The disease of the first type manifests itself acutely. Signs of type 1 diabetes in children are: severe weakness and dizziness when hungry and full. From the onset of the first symptoms to a diabetic coma, it can take from 1 to 3 months.
The first signs of the development of diabetes in children:
- increased urination (over 2 liters per day);
- thirst and dry mouth;
- increased appetite with a sharp decrease in body weight;
- severe course of infectious diseases;
- fatigue without exertion;
- distracted attention;
- elevated blood glucose (exceeds 120 mg) in the analysis;
- rapid decrease in visual acuity;
- nausea and vomiting.
Parents may notice that the urine has become sticky, leaving starched stains on underwear. There may be dryness of the mucous membranes and epidermis – peeling of the skin on the soles, palms. Among the symptoms of diabetes in children are irritation in the corners of the mouth (“jamming”), stomatitis. Pustules, boils, diaper rash appear. In girls, the development of the disease is accompanied by vulvitis, in boys – by balanoposthitis. If the disease first manifests itself during the puberty of a girl, this can provoke a violation of the menstrual cycle.

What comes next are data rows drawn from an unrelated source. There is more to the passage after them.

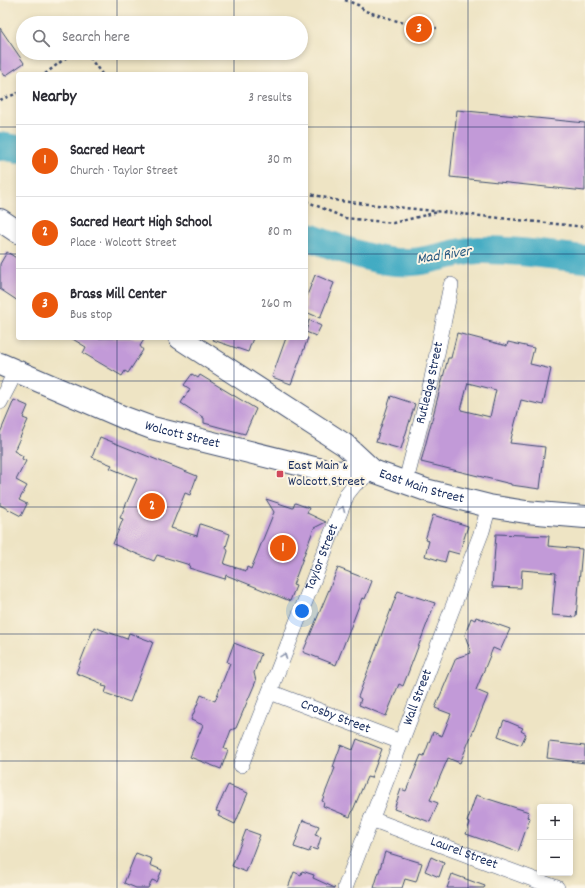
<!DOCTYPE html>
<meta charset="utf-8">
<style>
:root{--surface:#fff;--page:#f2f2f3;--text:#2b2b33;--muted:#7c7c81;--line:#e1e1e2;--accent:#ea580c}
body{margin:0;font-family:Dekko,sans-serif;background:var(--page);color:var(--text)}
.controls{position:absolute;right:12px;bottom:12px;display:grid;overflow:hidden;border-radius:4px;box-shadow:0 2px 6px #0003}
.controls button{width:36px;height:36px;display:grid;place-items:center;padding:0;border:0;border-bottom:1px solid var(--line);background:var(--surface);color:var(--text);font:20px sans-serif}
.you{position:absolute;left:302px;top:611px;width:14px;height:14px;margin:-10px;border:3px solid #fff;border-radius:50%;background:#1a73e8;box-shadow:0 0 0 6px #1a73e833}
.badge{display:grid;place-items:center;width:26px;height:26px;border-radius:50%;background:var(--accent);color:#fff;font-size:13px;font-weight:700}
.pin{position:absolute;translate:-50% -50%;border:2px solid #fff;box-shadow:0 1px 4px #0006}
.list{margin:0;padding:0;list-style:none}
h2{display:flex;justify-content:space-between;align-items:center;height:52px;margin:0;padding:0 16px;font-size:17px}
h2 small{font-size:13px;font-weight:400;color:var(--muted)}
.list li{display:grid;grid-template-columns:26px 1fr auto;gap:12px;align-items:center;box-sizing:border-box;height:72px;padding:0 16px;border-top:1px solid var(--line)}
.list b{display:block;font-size:15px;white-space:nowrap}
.list p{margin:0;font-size:13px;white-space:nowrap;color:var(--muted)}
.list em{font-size:13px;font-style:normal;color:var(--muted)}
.icon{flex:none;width:22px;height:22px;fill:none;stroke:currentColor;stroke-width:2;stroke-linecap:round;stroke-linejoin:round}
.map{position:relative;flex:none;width:585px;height:888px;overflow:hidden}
.search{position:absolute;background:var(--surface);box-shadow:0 2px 6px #0003;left:16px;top:16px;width:292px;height:44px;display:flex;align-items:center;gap:10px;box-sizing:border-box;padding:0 14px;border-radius:22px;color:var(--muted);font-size:15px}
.panel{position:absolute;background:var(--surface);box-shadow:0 2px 6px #0003;left:16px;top:72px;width:292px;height:268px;border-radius:4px}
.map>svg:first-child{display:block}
</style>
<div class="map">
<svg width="585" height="888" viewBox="0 0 585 888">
<rect width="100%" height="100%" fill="#fcf5e5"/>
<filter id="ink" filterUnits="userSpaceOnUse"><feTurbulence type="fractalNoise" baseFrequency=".025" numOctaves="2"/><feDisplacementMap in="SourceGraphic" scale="8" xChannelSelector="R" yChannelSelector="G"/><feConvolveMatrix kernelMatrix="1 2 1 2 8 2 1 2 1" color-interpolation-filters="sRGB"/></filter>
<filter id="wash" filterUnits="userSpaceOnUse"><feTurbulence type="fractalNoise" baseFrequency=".012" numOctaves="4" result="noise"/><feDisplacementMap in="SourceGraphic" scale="16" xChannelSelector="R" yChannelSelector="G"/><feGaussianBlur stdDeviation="0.9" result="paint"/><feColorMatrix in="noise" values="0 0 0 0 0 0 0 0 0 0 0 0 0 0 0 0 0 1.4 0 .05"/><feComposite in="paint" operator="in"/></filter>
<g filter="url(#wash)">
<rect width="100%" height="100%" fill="#eee4c4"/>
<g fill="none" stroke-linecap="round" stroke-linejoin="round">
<g stroke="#43abc3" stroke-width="28">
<path d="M0,146L18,149"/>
<path d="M306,236C337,247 379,265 412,262C435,260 456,251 479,250C514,249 550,256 585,259"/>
</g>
</g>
<g id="blocks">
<g fill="#c29ad8" fill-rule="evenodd">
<path d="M0,28L24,63L5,76L0,69Z"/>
<path d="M457,110L585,123V191L450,177Z"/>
<path d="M7,252L18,259V301L0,289V264Z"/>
<path d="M315,275L334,283L320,318L306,312V298Z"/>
<path d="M309,320L321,326L316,336L306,332Z"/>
<path d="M457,333L507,346L508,342L534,348L530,364L551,369L543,405L521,400L510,443L545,447L540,489L511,485V484L421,462L448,358H451ZM468,383L496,390L490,417L461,410Z"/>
<path d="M71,338H145L140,346L143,350L128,373L125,371L122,376L83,353L86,347Z"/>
<path d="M214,338H253L248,352L213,340Z"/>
<path d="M286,338H308L291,384L272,377Z"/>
<path d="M192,374L198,378L200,375L256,409L245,434L204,423V418L181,403L190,389L184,385Z"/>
<path d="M391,396L415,404L401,449L376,442Z"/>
<path d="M14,400L28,406L23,418L28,420L14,451L23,456L22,459L26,461L16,480L27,486L19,500L27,504L21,516L0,505V433Z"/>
<path d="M100,437L197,476L190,495L185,493L171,528L197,536L200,524L230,534L226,547L228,551L224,564L246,571L247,567L251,569L274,512L266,499L293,508L295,503L309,508L307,513L326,522L314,528L293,585L296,586L290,601L226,575L225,579L189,568L190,565L157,555L154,561L113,544L123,519L120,518L137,479L110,468L112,465L92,457Z"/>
<path d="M433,515L468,526L459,554L448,551L445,562L425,556L429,541L425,540Z"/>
<path d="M496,534L549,536L548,546L582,549L576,617L552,615L556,573L522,570L521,588L492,587Z"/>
<path d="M338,568L372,581L365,599L362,598L336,665L303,652Z"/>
<path d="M398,591L435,603L403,686L399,684L386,716L359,705L361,699L358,697Z"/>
<path d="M476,617L510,629L500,651L493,648L476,690L488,695L460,763L448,758L430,800L438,803L430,822L394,809L401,789L406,791L421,755L424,756L433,732L442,736L451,714L435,708L456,658L471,653L465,635L471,618L475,620Z"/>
<path d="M94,627L127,639L129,633L153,642L130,702L105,693L107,687L102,686L103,684L76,673Z"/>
<path d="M234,643L261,654L254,673L256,681L236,728L231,730L224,749L228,750L221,769L190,757L203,725L191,720L201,695L215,701L230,663L227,662Z"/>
<path d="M504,720L523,728L521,731L526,734L521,745L498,736Z"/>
<path d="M357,739L382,749L371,778L367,777L350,817L323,806L324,802L322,801L335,768L333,767L341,745L353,750Z"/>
<path d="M549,742L585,746V763L547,758Z"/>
<path d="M228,785L248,793L235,824L218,816L220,812L216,811Z"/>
<path d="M476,795L529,812L527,817L530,818L518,852L466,834L470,823L467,822Z"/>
<path d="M303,820L319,826L315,835L321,837L317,850L311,848L309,852L294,847Z"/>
<path d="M246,830L260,835L246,872L232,866Z"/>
<path d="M385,852L422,863L416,882L405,879L402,888H374Z"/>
<path d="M136,853L152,859L150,865L162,870L157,882L152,880L148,888H136L124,883Z"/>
<path d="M431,857L444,863L439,877L425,871Z"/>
<path d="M302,871L314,875L313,878L335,888H288L294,872L301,875Z"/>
<path d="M452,874L485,886L484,888H447Z"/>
</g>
</g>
</g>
<g filter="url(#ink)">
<use href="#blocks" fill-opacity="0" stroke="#3b4a6d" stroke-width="1"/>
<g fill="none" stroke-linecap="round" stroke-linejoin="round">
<defs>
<g id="street">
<path d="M0,402L16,371"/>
<path id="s1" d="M406,481L431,383L451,285"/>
<path id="s2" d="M270,692L401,742"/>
<path id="s3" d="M241,765L347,494L355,484L373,471"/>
<path id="s4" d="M371,819L557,888"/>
<path id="s5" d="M345,888L482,531L489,506"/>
</g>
<g id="secondary">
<path d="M0,220L18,232"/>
<path id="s6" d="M180,338L345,445L373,471L429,491L489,506L526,512L585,517"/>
<path id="s7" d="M0,364L125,418L152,428L330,472L373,471"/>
</g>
</defs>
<use href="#street" stroke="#3b4a6d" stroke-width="16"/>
<use href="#secondary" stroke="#3b4a6d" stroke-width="24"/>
<g stroke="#3b4a6d" stroke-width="2.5" stroke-dasharray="3 3" stroke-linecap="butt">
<path d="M345,0L358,5L365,11L417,27L437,28"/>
<path d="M86,53L102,74"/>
<path d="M45,74L72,53"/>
<path d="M0,100L18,93"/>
<path d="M306,193L339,201L585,227"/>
<path d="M306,201L345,218L393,223L438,212"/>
</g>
<use href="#street" stroke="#fff" stroke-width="15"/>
<use href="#secondary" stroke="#fff" stroke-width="22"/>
</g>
<defs><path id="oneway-chevron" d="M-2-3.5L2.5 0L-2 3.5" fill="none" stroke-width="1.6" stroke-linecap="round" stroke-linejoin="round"/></defs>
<g stroke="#8d97ae">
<use href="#oneway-chevron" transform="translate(342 509) rotate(-68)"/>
<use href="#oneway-chevron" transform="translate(284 656) rotate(-69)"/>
</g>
</g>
<path fill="none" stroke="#1b2f5e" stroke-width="1" stroke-opacity="0.55" d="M117,0V23M234,0V23M351,0V888M468,0V888M117,53V74M234,53V74M0,127H18M306,127H585M0,254H18M306,254H585M117,338V888M234,338V888M0,381H585M0,507H585M0,634H585M0,761H585"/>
<rect fill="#d1495b" stroke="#fcf5e5" stroke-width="1.5" x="276" y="470" width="8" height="8" rx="2"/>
<g text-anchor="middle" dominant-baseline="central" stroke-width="4" stroke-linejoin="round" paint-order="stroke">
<g font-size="14" fill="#1b2f5e" stroke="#fcf5e5">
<text stroke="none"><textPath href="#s1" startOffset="101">Rutledge Street</textPath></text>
<text stroke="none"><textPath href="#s7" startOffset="196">Wolcott Street</textPath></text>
<text stroke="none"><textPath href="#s6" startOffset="286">East Main Street</textPath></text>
<text stroke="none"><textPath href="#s3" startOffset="223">Taylor Street</textPath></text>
<text stroke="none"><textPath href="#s5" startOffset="204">Wall Street</textPath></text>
<text stroke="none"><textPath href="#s2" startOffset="70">Crosby Street</textPath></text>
<text stroke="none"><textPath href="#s4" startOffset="99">Laurel Street</textPath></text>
</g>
<g font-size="14" fill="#1b2f5e" stroke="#fcf5e5" text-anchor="start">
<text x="288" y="466">East Main &amp;<tspan x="288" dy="16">Wolcott Street</tspan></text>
</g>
<g font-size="15" font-style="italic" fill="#295a81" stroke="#fcf5e5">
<text transform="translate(444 256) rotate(-9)">Mad River</text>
</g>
</g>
</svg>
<div class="controls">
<button>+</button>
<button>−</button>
</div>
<div class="you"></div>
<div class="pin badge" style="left:283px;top:548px">1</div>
<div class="pin badge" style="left:152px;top:506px">2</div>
<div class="pin badge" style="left:419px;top:29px">3</div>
<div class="search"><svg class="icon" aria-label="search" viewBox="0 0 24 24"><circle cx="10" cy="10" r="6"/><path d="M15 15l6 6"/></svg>Search here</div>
<section class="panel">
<h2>Nearby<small>3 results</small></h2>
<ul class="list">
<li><span class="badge">1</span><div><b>Sacred Heart</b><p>Church · Taylor Street</p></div><em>30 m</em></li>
<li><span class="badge">2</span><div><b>Sacred Heart High School</b><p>Place · Wolcott Street</p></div><em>80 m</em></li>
<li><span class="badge">3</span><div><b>Brass Mill Center</b><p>Bus stop</p></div><em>260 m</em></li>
</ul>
</section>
</div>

In babies, it is difficult to identify symptoms, so pay attention to concomitant manifestations. Small children are characterized by nocturnal enuresis, itching, anxiety, and digestive problems. When sick, an infant greedily drinks milk and water. Because of the sweet, sticky urine, diapers are hard. Such signs indicate a moderate and severe form of the development of pathology. With a mild form, the disease is diagnosed by a blood and urine test.
Diagnosis of diabetes
The first person to identify the symptoms of the disease is the pediatrician who observes the child. The doctor draws attention to the classic signs: increased urination, a feeling of thirst, hunger and weight loss.
During the examination, the doctor may notice a diabetic blush, reduced skin turgor, and a crimson tongue. If symptoms of diabetes mellitus are detected, the pediatrician transfers the patient to an endocrinologist for treatment and observation.
To make an accurate diagnosis, the child is sent for a laboratory test. It is necessary to take a blood test for sugar levels, daily monitoring is used. They also check insulin, proinsulin, glucose tolerance, the level of glycated hemoglobin, blood acid-base balance.